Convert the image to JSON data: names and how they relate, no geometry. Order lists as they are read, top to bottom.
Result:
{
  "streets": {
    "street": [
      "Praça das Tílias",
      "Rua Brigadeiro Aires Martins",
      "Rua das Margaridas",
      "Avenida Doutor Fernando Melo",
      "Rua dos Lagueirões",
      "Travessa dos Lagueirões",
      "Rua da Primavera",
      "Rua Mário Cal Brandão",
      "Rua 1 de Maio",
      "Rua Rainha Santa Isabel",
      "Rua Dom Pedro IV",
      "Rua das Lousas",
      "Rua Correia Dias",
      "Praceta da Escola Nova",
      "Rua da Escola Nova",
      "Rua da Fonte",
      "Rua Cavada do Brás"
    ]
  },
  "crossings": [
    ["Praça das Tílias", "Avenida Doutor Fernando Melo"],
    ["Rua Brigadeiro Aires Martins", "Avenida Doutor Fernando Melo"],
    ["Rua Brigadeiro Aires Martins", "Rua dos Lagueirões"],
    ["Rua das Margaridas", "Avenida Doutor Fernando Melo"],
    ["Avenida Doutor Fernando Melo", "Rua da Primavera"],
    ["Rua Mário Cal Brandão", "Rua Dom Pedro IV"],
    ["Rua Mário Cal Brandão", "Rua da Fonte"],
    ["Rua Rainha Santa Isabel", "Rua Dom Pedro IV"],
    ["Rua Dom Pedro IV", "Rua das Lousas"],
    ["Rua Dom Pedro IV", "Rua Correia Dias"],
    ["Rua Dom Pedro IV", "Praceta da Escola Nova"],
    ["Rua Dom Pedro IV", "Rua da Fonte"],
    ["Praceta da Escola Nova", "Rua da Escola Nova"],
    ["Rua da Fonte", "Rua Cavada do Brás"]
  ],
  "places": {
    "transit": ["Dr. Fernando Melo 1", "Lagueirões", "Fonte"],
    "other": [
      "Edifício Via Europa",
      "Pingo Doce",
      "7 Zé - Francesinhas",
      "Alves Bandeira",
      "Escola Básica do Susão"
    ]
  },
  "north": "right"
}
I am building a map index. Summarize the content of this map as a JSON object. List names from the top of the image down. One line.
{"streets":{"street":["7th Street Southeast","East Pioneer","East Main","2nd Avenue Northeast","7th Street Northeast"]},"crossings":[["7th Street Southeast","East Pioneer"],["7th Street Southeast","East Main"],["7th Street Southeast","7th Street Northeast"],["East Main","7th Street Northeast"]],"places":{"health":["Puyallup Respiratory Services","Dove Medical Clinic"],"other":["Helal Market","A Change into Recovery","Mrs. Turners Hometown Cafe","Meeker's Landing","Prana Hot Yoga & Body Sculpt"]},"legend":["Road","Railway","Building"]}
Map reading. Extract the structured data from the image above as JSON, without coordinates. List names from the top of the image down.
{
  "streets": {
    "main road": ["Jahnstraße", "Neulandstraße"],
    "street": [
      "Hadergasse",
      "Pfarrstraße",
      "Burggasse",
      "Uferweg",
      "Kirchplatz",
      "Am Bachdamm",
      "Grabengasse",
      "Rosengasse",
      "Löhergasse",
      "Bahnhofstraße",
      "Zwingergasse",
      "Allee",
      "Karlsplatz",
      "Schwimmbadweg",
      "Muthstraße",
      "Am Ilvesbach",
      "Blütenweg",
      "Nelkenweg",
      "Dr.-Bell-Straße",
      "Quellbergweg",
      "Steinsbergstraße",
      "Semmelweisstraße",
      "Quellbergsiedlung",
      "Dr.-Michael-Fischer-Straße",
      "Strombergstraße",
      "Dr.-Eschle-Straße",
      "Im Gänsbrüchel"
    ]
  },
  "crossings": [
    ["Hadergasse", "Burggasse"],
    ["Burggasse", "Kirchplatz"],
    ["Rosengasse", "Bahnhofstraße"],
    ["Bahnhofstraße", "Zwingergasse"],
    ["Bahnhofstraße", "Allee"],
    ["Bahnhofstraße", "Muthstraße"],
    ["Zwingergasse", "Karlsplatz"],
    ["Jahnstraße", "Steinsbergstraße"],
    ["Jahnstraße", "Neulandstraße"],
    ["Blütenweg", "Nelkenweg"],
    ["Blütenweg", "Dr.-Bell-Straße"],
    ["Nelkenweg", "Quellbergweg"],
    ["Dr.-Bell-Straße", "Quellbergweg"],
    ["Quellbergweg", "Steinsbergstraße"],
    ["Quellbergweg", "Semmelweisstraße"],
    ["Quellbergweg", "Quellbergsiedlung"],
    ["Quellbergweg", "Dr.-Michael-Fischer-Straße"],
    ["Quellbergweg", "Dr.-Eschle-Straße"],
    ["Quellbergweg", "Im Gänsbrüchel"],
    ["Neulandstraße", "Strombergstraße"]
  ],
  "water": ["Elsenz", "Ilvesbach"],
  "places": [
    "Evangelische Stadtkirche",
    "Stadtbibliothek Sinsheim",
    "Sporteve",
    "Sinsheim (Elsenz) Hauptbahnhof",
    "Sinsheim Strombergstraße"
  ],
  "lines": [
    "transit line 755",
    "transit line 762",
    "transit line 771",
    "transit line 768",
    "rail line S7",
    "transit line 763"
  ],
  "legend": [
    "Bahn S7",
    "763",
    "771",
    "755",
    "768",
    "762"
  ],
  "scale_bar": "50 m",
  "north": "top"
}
-------------------------
▶ [Aim of the exercise] Type the data again exactly. Leave nothing out.

▶ [Solved exercise]
Convert the image to JSON data: names and how they relate, no geometry. Order lists as they are read, top to bottom.
Result:
{
  "streets": {
    "street": [
      "Praça das Tílias",
      "Rua Brigadeiro Aires Martins",
      "Rua das Margaridas",
      "Avenida Doutor Fernando Melo",
      "Rua dos Lagueirões",
      "Travessa dos Lagueirões",
      "Rua da Primavera",
      "Rua Mário Cal Brandão",
      "Rua 1 de Maio",
      "Rua Rainha Santa Isabel",
      "Rua Dom Pedro IV",
      "Rua das Lousas",
      "Rua Correia Dias",
      "Praceta da Escola Nova",
      "Rua da Escola Nova",
      "Rua da Fonte",
      "Rua Cavada do Brás"
    ]
  },
  "crossings": [
    ["Praça das Tílias", "Avenida Doutor Fernando Melo"],
    ["Rua Brigadeiro Aires Martins", "Avenida Doutor Fernando Melo"],
    ["Rua Brigadeiro Aires Martins", "Rua dos Lagueirões"],
    ["Rua das Margaridas", "Avenida Doutor Fernando Melo"],
    ["Avenida Doutor Fernando Melo", "Rua da Primavera"],
    ["Rua Mário Cal Brandão", "Rua Dom Pedro IV"],
    ["Rua Mário Cal Brandão", "Rua da Fonte"],
    ["Rua Rainha Santa Isabel", "Rua Dom Pedro IV"],
    ["Rua Dom Pedro IV", "Rua das Lousas"],
    ["Rua Dom Pedro IV", "Rua Correia Dias"],
    ["Rua Dom Pedro IV", "Praceta da Escola Nova"],
    ["Rua Dom Pedro IV", "Rua da Fonte"],
    ["Praceta da Escola Nova", "Rua da Escola Nova"],
    ["Rua da Fonte", "Rua Cavada do Brás"]
  ],
  "places": {
    "transit": ["Dr. Fernando Melo 1", "Lagueirões", "Fonte"],
    "other": [
      "Edifício Via Europa",
      "Pingo Doce",
      "7 Zé - Francesinhas",
      "Alves Bandeira",
      "Escola Básica do Susão"
    ]
  },
  "north": "right"
}
I am building a map index. Summarize the content of this map as a JSON object. List names from the top of the image down. One line.
{"streets":{"street":["7th Street Southeast","East Pioneer","East Main","2nd Avenue Northeast","7th Street Northeast"]},"crossings":[["7th Street Southeast","East Pioneer"],["7th Street Southeast","East Main"],["7th Street Southeast","7th Street Northeast"],["East Main","7th Street Northeast"]],"places":{"health":["Puyallup Respiratory Services","Dove Medical Clinic"],"other":["Helal Market","A Change into Recovery","Mrs. Turners Hometown Cafe","Meeker's Landing","Prana Hot Yoga & Body Sculpt"]},"legend":["Road","Railway","Building"]}
Map reading. Extract the structured data from the image above as JSON, without coordinates. List names from the top of the image down.
{
  "streets": {
    "main road": ["Jahnstraße", "Neulandstraße"],
    "street": [
      "Hadergasse",
      "Pfarrstraße",
      "Burggasse",
      "Uferweg",
      "Kirchplatz",
      "Am Bachdamm",
      "Grabengasse",
      "Rosengasse",
      "Löhergasse",
      "Bahnhofstraße",
      "Zwingergasse",
      "Allee",
      "Karlsplatz",
      "Schwimmbadweg",
      "Muthstraße",
      "Am Ilvesbach",
      "Blütenweg",
      "Nelkenweg",
      "Dr.-Bell-Straße",
      "Quellbergweg",
      "Steinsbergstraße",
      "Semmelweisstraße",
      "Quellbergsiedlung",
      "Dr.-Michael-Fischer-Straße",
      "Strombergstraße",
      "Dr.-Eschle-Straße",
      "Im Gänsbrüchel"
    ]
  },
  "crossings": [
    ["Hadergasse", "Burggasse"],
    ["Burggasse", "Kirchplatz"],
    ["Rosengasse", "Bahnhofstraße"],
    ["Bahnhofstraße", "Zwingergasse"],
    ["Bahnhofstraße", "Allee"],
    ["Bahnhofstraße", "Muthstraße"],
    ["Zwingergasse", "Karlsplatz"],
    ["Jahnstraße", "Steinsbergstraße"],
    ["Jahnstraße", "Neulandstraße"],
    ["Blütenweg", "Nelkenweg"],
    ["Blütenweg", "Dr.-Bell-Straße"],
    ["Nelkenweg", "Quellbergweg"],
    ["Dr.-Bell-Straße", "Quellbergweg"],
    ["Quellbergweg", "Steinsbergstraße"],
    ["Quellbergweg", "Semmelweisstraße"],
    ["Quellbergweg", "Quellbergsiedlung"],
    ["Quellbergweg", "Dr.-Michael-Fischer-Straße"],
    ["Quellbergweg", "Dr.-Eschle-Straße"],
    ["Quellbergweg", "Im Gänsbrüchel"],
    ["Neulandstraße", "Strombergstraße"]
  ],
  "water": ["Elsenz", "Ilvesbach"],
  "places": [
    "Evangelische Stadtkirche",
    "Stadtbibliothek Sinsheim",
    "Sporteve",
    "Sinsheim (Elsenz) Hauptbahnhof",
    "Sinsheim Strombergstraße"
  ],
  "lines": [
    "transit line 755",
    "transit line 762",
    "transit line 771",
    "transit line 768",
    "rail line S7",
    "transit line 763"
  ],
  "legend": [
    "Bahn S7",
    "763",
    "771",
    "755",
    "768",
    "762"
  ],
  "scale_bar": "50 m",
  "north": "top"
}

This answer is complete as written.